What the task requires: The material below must be output exactly, line for line.

-- Opening Marker --

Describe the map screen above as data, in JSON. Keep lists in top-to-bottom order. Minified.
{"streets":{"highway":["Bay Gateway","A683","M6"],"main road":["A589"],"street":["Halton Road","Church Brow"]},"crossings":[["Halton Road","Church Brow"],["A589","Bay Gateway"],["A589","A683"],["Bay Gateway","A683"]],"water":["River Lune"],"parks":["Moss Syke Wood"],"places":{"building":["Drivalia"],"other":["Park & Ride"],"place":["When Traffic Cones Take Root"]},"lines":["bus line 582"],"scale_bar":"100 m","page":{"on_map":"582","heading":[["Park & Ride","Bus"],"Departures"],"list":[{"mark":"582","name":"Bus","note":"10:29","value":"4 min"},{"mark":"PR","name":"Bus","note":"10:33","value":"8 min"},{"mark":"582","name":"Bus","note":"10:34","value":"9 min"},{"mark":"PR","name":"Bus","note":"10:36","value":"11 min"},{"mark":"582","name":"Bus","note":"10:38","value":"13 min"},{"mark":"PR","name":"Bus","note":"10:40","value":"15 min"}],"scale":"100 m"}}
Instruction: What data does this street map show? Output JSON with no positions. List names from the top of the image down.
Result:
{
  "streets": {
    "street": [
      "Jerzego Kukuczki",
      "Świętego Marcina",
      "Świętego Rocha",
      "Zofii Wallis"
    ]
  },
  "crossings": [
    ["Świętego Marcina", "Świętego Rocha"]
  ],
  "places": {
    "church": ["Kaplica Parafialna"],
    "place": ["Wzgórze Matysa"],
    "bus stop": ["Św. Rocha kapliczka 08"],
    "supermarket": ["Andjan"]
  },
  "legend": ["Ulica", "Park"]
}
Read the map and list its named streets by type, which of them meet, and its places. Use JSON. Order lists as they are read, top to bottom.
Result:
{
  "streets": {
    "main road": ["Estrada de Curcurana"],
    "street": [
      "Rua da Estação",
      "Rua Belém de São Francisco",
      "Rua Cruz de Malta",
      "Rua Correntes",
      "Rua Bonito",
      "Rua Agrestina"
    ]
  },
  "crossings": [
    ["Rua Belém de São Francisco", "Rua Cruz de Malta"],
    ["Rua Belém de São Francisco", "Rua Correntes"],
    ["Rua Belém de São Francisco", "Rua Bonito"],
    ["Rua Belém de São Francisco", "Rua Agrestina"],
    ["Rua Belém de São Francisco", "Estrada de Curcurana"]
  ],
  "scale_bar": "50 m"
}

-- Closing Marker --

Result of this exercise:
Describe the map screen above as data, in JSON. Keep lists in top-to-bottom order. Minified.
{"streets":{"highway":["Bay Gateway","A683","M6"],"main road":["A589"],"street":["Halton Road","Church Brow"]},"crossings":[["Halton Road","Church Brow"],["A589","Bay Gateway"],["A589","A683"],["Bay Gateway","A683"]],"water":["River Lune"],"parks":["Moss Syke Wood"],"places":{"building":["Drivalia"],"other":["Park & Ride"],"place":["When Traffic Cones Take Root"]},"lines":["bus line 582"],"scale_bar":"100 m","page":{"on_map":"582","heading":[["Park & Ride","Bus"],"Departures"],"list":[{"mark":"582","name":"Bus","note":"10:29","value":"4 min"},{"mark":"PR","name":"Bus","note":"10:33","value":"8 min"},{"mark":"582","name":"Bus","note":"10:34","value":"9 min"},{"mark":"PR","name":"Bus","note":"10:36","value":"11 min"},{"mark":"582","name":"Bus","note":"10:38","value":"13 min"},{"mark":"PR","name":"Bus","note":"10:40","value":"15 min"}],"scale":"100 m"}}
Instruction: What data does this street map show? Output JSON with no positions. List names from the top of the image down.
Result:
{
  "streets": {
    "street": [
      "Jerzego Kukuczki",
      "Świętego Marcina",
      "Świętego Rocha",
      "Zofii Wallis"
    ]
  },
  "crossings": [
    ["Świętego Marcina", "Świętego Rocha"]
  ],
  "places": {
    "church": ["Kaplica Parafialna"],
    "place": ["Wzgórze Matysa"],
    "bus stop": ["Św. Rocha kapliczka 08"],
    "supermarket": ["Andjan"]
  },
  "legend": ["Ulica", "Park"]
}
Read the map and list its named streets by type, which of them meet, and its places. Use JSON. Order lists as they are read, top to bottom.
Result:
{
  "streets": {
    "main road": ["Estrada de Curcurana"],
    "street": [
      "Rua da Estação",
      "Rua Belém de São Francisco",
      "Rua Cruz de Malta",
      "Rua Correntes",
      "Rua Bonito",
      "Rua Agrestina"
    ]
  },
  "crossings": [
    ["Rua Belém de São Francisco", "Rua Cruz de Malta"],
    ["Rua Belém de São Francisco", "Rua Correntes"],
    ["Rua Belém de São Francisco", "Rua Bonito"],
    ["Rua Belém de São Francisco", "Rua Agrestina"],
    ["Rua Belém de São Francisco", "Estrada de Curcurana"]
  ],
  "scale_bar": "50 m"
}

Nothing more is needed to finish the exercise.